Problem description ->
The word "read" marks the lines you need; copy each of them from the data.

Extracted data ->
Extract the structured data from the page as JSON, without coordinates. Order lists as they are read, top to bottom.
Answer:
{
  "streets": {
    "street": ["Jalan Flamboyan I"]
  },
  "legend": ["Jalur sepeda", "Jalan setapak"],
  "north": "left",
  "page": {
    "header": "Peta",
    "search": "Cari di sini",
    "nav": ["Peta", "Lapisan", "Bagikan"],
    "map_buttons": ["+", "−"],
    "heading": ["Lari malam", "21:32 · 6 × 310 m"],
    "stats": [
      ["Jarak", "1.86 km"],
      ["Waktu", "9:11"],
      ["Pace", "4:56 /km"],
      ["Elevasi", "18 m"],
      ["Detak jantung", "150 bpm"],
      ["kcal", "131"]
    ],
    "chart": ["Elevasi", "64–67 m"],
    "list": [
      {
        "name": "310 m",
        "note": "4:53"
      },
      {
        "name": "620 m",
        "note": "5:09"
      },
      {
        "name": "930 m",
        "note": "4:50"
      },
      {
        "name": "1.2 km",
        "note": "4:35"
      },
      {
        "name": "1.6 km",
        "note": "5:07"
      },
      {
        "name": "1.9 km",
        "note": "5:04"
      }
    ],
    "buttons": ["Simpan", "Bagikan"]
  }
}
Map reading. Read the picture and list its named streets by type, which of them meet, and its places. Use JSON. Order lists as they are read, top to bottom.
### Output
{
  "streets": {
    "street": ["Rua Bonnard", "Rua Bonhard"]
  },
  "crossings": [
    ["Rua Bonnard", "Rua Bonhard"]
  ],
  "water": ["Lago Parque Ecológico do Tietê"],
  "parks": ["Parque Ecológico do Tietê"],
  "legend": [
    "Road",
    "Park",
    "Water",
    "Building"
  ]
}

Answer box ->
Extract the structured data from the page as JSON, without coordinates. Order lists as they are read, top to bottom.
Map reading. Read the picture and list its named streets by type, which of them meet, and its places. Use JSON. Order lists as they are read, top to bottom.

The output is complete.